- Born: 1988 (age 37–38)
- Genres: Classical
- Occupation: composer
- Instrument: piano
- Label: SNOtone
- Website: http://www.andrewboss1.com/

= Andrew M. Boss =

Andrew M. Boss (born 1988) is an American composer. He completed his Doctor of Musical Arts at the University of Texas and his masters at the Peabody Institute of The Johns Hopkins University. His teachers include Dan Welcher, Donald Grantham, Russell Pinkston, Kevin Puts, Daniel Crozier, and Donald Waxman. Boss's work, Tetelestai, was commissioned by Jerry Junkin and the University of Texas Wind ensemble and premiered in November 2014. The work reflects the feelings and emotions behind the birth, death, and resurrection of Jesus Christ. The work has received its Australian premiere by John Lynch and the Sydney Conservatorium of Music Wind Symphony in September 2016.

Another notable work is his Concerto for Alto Saxophone and Small Chamber Orchestra, commissioned by Jordan Randall Smith and Symphony Number One.

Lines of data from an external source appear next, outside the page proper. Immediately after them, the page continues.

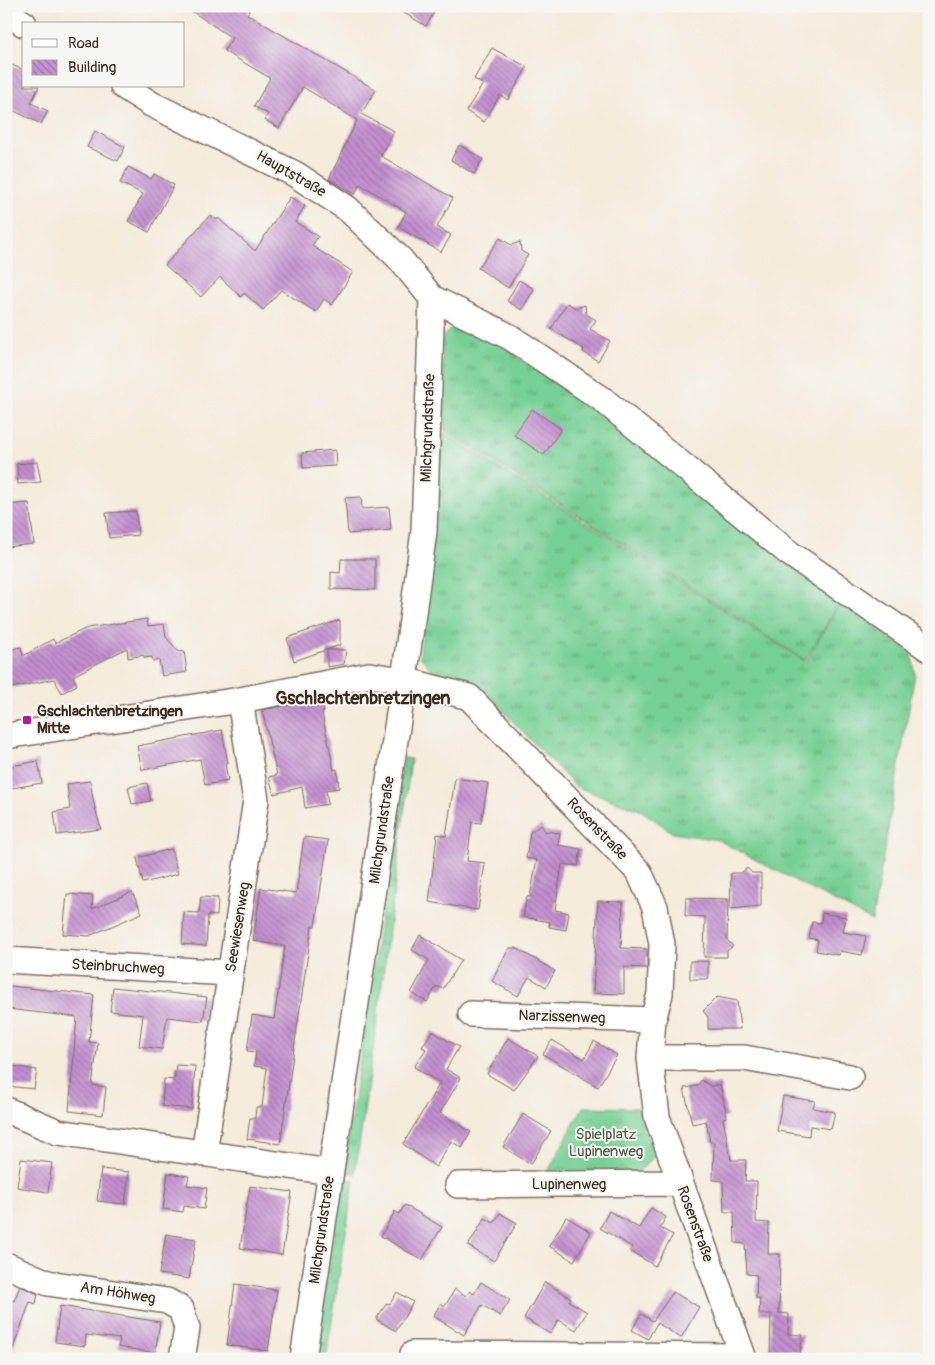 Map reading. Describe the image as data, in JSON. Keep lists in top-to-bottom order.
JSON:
{
  "streets": {
    "street": [
      "Hauptstraße",
      "Milchgrundstraße",
      "Rosenstraße",
      "Seewiesenweg",
      "Steinbruchweg",
      "Narzissenweg",
      "Lupinenweg",
      "Am Höhweg"
    ]
  },
  "crossings": [
    ["Hauptstraße", "Milchgrundstraße"],
    ["Milchgrundstraße", "Rosenstraße"],
    ["Rosenstraße", "Seewiesenweg"],
    ["Rosenstraße", "Narzissenweg"],
    ["Rosenstraße", "Lupinenweg"],
    ["Seewiesenweg", "Steinbruchweg"]
  ],
  "districts": ["Gschlachtenbretzingen"],
  "parks": ["Spielplatz Lupinenweg"],
  "places": {
    "transit": ["Gschlachtenbretzingen Mitte"]
  },
  "legend": ["Road", "Building"]
}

This work, written for soloist Sean Meyers, was premiered in September 2015 and critically acclaimed by The Baltimore Sun.

His Sonata-Fantasie for Violin and Piano was premiered by the composer and his wife, Yaesolji Shin, at the Florida State Music Teachers Association Conference in Miami, Florida, in October 2017.

Among his other notable works for wind ensemble include Moments of Silence. This work was written for Eddie Smith and dedicated toward the victims of the deadly San Bernardino shooting. It was premiered at the San Bernardino County Music Teachers Association Concert with victims and friends present. His works for winds have received significant attention and repeat performances by wind conductors.

== Partial list of works ==

- À La Machaut
- Concerto for Alto Saxophone and Small Chamber Orchestra
- Divertimento for Piano and Saxophone Quartet
- Moments of Silence: An Elegy for Wind Ensemble
- Sonata-Fantasie for Violin and Piano
- Symphony No. 2
- Tetelestai - A Symphony for Wind Ensemble
- Sound Asleep (A Lullaby for Wind Ensemble - in memory of Vincent Bocchino)
- Fantasy Nocturne and Toccata for Solo Piano
- Concerto for Cello and Orchestra

==Discography==
- 2016: Emergence: Concerto for Saxophone and Small Chamber Orchestra. Symphony Number One, Jordan Randall Smith, Sean Meyers - alto saxophone. (SNOtone)
- 2014: Rhapsody: Music for Cello and Orchestra: Concerto for Cello and Orchestra, Jordan Randall Smith, Dmitri Volkov - cello. (Self-Produced)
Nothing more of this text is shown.